Exercise data section start
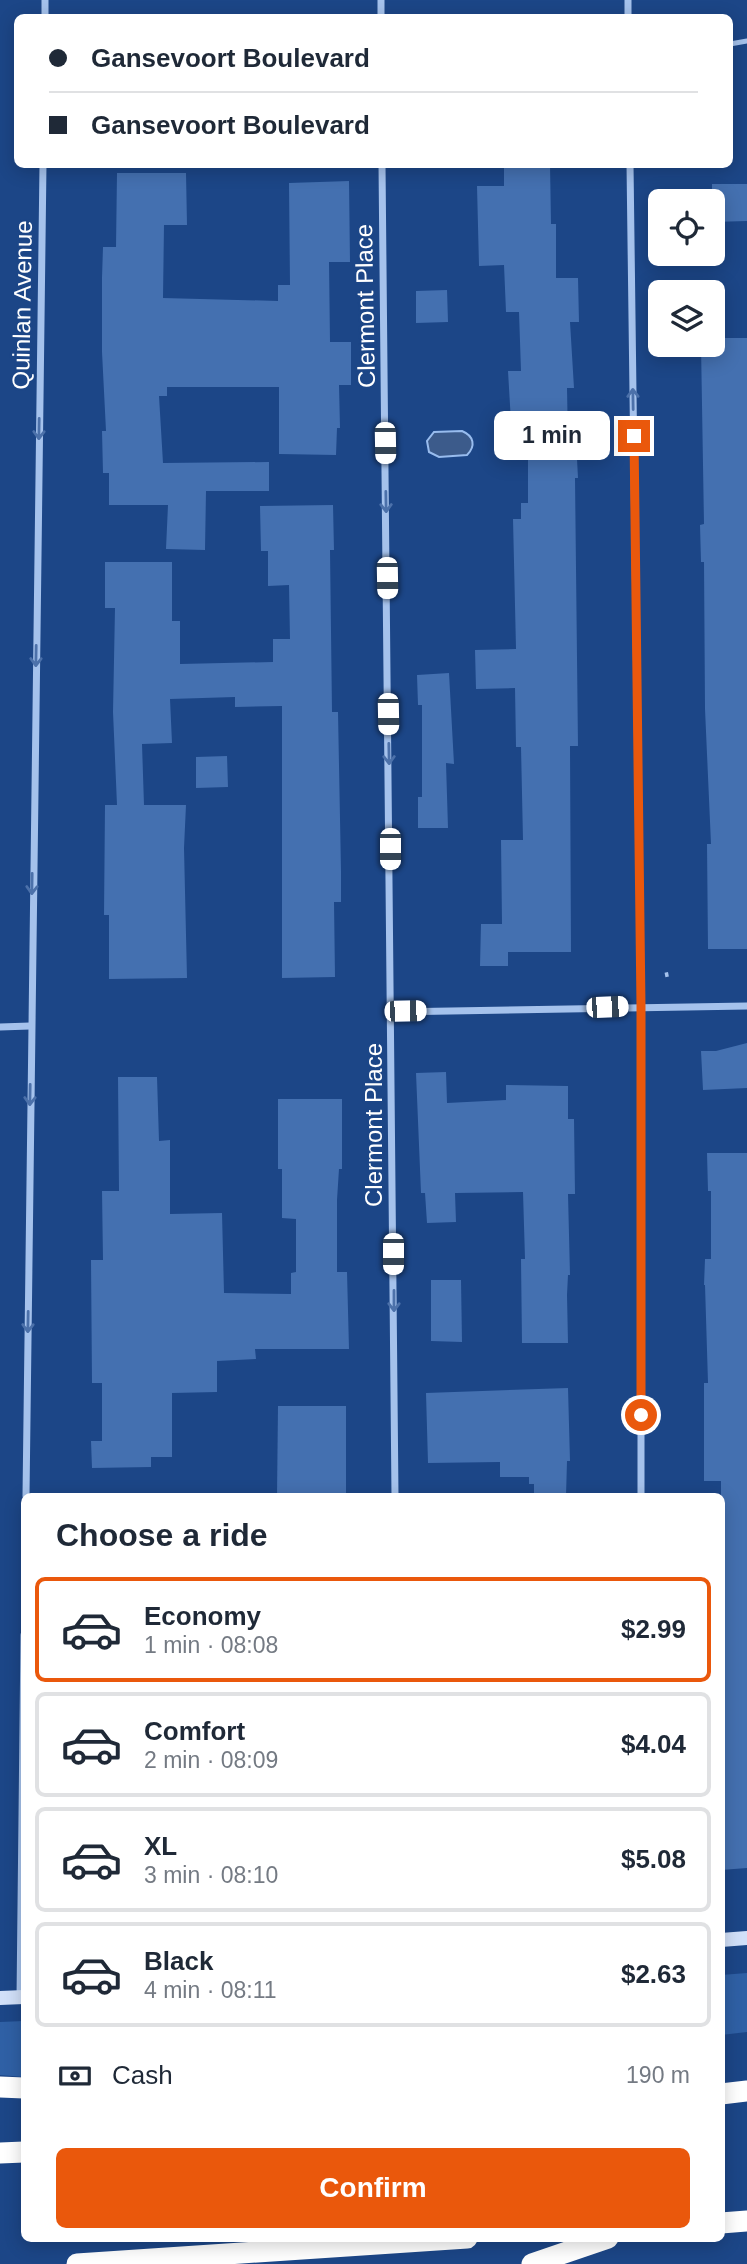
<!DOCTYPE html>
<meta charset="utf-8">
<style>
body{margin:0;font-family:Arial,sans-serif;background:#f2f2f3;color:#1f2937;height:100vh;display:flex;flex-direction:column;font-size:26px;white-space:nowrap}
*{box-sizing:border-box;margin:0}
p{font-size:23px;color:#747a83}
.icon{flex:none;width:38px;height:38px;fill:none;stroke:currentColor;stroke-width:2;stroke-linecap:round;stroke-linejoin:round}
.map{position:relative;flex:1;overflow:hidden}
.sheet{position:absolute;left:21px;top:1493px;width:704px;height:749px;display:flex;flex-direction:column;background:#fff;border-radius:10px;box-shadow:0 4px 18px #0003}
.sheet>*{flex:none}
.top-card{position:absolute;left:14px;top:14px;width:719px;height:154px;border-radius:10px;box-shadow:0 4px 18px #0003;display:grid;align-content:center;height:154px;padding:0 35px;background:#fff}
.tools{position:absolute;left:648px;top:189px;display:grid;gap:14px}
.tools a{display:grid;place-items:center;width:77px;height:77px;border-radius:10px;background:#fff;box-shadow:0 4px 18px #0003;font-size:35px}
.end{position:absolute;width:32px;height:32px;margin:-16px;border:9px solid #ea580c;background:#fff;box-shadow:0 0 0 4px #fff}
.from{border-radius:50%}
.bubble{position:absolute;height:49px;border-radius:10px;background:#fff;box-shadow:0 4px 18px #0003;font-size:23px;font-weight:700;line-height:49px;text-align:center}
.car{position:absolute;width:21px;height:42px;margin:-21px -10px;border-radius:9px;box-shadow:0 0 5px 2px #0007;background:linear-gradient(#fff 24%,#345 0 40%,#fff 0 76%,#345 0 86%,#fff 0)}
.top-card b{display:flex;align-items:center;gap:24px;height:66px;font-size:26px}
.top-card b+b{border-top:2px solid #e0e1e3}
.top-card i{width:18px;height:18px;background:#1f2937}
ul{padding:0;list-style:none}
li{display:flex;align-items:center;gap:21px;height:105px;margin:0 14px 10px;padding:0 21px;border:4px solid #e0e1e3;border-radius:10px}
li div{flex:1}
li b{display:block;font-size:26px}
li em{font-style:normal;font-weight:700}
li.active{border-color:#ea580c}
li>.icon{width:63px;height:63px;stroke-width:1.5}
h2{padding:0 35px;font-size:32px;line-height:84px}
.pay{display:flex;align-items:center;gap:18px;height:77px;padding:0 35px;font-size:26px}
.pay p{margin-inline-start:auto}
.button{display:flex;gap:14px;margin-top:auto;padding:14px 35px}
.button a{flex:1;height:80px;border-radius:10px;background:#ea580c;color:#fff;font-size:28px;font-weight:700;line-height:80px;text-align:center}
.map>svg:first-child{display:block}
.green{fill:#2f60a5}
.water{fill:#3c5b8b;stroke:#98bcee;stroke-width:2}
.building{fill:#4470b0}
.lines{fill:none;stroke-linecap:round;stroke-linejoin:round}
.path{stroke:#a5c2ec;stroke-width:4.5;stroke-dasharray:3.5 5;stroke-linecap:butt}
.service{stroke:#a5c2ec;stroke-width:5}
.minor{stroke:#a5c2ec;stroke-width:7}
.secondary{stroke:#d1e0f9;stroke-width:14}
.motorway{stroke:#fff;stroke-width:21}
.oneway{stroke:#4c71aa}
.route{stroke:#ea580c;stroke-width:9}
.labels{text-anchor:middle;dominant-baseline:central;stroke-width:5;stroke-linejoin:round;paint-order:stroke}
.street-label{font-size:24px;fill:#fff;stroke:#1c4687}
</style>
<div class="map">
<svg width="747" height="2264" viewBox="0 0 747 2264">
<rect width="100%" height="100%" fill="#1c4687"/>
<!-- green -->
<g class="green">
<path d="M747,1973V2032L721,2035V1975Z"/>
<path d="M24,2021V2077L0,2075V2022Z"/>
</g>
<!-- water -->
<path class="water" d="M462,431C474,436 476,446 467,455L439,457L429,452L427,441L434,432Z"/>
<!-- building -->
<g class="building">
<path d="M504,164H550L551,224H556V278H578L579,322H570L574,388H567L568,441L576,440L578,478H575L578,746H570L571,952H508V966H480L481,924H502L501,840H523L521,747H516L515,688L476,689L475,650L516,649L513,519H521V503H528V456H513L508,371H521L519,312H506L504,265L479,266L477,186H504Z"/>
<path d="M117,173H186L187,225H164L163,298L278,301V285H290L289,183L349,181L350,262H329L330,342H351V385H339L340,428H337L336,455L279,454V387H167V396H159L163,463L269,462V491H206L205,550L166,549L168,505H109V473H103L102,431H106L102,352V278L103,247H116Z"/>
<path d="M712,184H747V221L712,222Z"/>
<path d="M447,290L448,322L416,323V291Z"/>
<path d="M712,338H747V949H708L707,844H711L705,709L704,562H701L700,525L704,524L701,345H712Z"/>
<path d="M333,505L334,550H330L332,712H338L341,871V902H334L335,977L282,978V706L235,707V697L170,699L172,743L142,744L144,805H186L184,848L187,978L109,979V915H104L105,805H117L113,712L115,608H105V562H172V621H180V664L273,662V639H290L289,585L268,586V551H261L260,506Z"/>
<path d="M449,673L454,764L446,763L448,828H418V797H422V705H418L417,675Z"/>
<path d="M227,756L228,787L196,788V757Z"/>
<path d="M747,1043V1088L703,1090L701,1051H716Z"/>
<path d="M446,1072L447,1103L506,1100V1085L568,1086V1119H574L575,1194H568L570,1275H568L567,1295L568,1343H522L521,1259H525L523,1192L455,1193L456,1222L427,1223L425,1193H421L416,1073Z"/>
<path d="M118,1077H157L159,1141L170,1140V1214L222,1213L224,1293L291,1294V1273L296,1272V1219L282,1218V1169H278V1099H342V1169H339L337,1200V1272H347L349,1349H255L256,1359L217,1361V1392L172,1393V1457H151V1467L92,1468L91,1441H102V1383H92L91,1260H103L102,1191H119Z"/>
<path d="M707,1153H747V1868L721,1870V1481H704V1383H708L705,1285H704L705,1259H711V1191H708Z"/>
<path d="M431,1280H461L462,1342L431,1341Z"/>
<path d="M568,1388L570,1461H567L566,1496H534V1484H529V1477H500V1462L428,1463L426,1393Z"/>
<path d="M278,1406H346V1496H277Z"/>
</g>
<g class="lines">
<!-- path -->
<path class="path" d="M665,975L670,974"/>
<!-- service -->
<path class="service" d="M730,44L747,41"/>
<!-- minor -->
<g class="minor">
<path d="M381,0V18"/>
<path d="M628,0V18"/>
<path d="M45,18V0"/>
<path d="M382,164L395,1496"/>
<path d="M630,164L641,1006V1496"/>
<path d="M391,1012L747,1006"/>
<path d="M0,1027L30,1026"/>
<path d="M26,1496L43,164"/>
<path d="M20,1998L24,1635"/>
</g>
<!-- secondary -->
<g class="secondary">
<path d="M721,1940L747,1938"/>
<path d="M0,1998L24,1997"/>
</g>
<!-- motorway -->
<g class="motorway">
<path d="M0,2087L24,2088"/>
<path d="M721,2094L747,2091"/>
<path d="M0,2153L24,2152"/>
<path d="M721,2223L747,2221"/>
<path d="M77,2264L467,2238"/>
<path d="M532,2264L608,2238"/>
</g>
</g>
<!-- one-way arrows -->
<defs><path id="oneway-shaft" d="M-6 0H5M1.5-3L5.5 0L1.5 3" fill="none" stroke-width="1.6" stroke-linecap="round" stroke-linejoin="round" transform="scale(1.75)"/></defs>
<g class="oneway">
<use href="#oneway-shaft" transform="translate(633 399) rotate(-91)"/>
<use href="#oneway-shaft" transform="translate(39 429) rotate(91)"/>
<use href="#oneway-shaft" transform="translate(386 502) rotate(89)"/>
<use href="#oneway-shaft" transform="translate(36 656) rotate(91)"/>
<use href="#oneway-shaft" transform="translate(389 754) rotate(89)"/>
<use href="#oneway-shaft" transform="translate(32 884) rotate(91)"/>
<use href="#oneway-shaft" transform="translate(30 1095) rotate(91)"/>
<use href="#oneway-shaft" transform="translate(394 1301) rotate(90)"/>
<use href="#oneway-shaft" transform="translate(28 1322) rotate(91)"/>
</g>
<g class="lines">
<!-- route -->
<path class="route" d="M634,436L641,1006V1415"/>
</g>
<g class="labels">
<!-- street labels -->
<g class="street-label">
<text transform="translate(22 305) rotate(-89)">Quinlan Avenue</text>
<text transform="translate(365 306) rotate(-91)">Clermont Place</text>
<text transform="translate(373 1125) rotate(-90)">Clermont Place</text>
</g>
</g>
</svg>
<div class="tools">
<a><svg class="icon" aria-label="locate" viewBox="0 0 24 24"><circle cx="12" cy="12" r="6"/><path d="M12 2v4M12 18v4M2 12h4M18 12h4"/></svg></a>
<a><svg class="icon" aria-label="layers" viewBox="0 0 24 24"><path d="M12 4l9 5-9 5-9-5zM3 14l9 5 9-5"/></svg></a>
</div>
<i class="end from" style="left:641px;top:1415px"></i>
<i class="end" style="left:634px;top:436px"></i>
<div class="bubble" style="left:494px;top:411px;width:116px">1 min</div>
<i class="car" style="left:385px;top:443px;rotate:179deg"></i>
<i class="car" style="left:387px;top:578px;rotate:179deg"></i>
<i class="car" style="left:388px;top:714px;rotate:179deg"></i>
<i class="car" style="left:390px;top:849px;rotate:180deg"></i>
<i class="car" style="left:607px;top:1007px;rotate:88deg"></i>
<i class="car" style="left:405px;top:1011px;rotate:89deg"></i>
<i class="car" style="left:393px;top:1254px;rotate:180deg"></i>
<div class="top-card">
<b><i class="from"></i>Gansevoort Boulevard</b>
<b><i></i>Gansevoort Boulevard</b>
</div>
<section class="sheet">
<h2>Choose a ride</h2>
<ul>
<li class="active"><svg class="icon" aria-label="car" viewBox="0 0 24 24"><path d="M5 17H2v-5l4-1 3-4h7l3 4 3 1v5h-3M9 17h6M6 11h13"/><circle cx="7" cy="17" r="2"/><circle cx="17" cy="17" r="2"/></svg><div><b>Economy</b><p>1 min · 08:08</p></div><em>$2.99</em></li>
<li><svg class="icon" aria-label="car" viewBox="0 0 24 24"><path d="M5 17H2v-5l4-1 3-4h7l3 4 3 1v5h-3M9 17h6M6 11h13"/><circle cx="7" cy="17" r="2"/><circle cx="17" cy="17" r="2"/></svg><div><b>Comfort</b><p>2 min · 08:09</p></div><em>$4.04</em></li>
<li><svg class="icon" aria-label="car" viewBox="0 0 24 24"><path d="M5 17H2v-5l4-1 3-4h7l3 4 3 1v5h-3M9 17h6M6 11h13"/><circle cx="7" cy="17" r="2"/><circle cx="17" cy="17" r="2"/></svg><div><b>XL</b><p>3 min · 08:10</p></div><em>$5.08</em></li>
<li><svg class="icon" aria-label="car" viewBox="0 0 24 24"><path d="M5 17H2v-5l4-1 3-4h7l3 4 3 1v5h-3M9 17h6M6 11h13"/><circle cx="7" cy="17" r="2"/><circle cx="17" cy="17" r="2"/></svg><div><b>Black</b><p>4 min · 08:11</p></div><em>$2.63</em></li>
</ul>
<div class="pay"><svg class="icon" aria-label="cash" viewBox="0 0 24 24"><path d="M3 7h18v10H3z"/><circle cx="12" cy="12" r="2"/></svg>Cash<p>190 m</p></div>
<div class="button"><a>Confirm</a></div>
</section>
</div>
Exercise data section end
- _To do_:
Using the records above, copy all lines that include the word "sheet".

- _Exercise solution_:
.sheet{position:absolute;left:21px;top:1493px;width:704px;height:749px;display:flex;flex-direction:column;background:#fff;border-radius:10px;box-shadow:0 4px 18px #0003}
.sheet>*{flex:none}
<section class="sheet">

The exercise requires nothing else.